Task brief: Report back every line below that carries the word "rendered".

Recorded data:
_ _ _ _ _

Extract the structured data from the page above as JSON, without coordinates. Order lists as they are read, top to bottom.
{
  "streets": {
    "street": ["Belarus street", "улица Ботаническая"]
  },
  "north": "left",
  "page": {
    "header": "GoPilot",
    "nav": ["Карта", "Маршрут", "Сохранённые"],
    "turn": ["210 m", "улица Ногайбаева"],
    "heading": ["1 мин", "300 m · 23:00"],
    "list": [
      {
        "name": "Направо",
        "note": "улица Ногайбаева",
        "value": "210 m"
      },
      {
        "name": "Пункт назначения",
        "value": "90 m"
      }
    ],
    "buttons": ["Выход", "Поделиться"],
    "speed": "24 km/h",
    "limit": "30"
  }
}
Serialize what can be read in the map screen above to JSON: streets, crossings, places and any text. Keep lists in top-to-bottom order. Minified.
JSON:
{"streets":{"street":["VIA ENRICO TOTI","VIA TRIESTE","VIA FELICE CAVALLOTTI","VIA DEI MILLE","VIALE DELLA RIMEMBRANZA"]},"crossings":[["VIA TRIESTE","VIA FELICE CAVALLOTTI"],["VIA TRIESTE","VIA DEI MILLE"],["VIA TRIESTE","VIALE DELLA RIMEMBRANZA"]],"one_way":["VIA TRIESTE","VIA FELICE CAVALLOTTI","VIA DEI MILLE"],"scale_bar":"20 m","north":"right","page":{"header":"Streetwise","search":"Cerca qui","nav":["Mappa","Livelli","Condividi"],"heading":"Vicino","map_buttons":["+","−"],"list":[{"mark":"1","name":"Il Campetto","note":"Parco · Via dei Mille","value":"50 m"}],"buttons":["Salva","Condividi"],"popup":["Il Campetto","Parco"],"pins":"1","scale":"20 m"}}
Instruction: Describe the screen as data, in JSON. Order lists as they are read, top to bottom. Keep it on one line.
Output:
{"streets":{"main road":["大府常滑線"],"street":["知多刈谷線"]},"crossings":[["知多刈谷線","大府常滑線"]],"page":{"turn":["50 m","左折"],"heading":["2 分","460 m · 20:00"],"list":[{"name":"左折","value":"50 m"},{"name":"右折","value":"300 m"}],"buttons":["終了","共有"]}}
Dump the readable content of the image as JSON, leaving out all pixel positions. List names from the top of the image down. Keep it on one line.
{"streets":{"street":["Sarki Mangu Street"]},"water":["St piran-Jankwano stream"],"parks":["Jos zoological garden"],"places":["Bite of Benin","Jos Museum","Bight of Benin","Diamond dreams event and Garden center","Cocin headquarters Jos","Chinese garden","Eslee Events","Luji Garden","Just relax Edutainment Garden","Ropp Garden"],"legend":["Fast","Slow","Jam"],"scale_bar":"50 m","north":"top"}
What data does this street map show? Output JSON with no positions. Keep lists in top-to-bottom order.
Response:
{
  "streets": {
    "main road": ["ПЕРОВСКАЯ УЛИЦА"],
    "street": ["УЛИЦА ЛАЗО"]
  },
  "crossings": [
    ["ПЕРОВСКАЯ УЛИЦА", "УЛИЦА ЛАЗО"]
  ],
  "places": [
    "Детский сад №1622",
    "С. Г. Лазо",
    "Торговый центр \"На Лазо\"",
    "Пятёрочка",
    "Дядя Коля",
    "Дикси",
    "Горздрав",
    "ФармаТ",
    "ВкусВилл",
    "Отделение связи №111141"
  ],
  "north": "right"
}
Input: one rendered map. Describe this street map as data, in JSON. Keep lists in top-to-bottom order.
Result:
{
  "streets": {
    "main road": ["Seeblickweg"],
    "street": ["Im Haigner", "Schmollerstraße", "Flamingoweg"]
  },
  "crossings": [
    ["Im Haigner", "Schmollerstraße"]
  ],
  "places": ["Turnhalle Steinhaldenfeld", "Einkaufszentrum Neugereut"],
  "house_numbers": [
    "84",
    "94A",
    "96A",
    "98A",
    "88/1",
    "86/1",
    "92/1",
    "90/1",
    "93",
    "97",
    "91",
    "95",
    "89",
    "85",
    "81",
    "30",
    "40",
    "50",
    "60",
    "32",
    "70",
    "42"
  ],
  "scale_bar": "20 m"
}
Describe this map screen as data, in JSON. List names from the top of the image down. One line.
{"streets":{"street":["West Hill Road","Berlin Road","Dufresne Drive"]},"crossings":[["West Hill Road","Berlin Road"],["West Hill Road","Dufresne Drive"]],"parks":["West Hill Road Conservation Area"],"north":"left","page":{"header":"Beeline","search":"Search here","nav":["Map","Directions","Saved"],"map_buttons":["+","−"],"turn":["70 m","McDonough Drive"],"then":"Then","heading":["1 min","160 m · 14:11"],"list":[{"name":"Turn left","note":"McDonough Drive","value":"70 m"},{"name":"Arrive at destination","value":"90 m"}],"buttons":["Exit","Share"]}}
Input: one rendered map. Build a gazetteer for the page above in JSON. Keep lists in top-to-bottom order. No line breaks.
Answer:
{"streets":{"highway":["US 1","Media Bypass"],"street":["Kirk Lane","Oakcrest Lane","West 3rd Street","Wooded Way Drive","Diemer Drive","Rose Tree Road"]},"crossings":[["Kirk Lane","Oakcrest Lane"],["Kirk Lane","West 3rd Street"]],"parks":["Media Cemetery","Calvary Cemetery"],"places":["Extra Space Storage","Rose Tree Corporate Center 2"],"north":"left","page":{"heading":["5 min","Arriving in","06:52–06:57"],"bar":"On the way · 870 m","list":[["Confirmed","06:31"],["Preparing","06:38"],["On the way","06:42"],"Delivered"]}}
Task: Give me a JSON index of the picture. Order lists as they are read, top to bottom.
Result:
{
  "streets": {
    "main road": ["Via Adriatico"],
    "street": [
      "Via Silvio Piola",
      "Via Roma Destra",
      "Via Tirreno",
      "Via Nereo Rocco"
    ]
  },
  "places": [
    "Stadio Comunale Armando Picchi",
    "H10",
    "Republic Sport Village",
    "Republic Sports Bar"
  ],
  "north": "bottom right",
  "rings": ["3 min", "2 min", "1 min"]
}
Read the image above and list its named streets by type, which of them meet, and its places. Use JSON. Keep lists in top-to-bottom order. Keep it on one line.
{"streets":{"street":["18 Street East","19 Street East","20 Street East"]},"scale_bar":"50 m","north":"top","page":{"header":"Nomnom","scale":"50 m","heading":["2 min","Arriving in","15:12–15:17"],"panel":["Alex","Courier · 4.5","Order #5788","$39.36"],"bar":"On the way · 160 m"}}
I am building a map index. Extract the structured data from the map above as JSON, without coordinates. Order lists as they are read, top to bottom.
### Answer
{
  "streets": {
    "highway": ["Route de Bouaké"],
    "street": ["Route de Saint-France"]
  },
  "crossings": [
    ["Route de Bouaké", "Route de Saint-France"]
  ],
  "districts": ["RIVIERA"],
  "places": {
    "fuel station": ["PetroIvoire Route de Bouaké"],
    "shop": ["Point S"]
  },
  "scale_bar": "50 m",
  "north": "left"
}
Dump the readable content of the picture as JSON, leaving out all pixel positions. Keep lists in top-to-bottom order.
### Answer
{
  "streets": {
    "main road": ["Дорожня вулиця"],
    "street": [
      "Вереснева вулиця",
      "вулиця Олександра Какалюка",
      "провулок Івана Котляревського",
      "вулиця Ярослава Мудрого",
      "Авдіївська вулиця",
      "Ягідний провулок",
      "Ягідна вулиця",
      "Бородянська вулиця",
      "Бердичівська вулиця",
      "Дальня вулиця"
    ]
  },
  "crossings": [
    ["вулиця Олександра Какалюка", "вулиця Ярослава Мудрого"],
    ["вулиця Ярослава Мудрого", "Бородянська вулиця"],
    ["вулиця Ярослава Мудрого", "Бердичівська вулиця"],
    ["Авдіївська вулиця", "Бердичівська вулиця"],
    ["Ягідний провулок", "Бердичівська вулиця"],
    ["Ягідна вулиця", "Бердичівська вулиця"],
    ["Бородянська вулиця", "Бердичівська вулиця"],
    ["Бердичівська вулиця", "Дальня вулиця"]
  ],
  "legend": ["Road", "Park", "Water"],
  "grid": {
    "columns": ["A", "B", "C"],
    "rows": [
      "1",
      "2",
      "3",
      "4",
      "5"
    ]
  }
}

_ _ _ _ _

Task result:
Input: one rendered map. Describe this street map as data, in JSON. Keep lists in top-to-bottom order.
Input: one rendered map. Build a gazetteer for the page above in JSON. Keep lists in top-to-bottom order. No line breaks.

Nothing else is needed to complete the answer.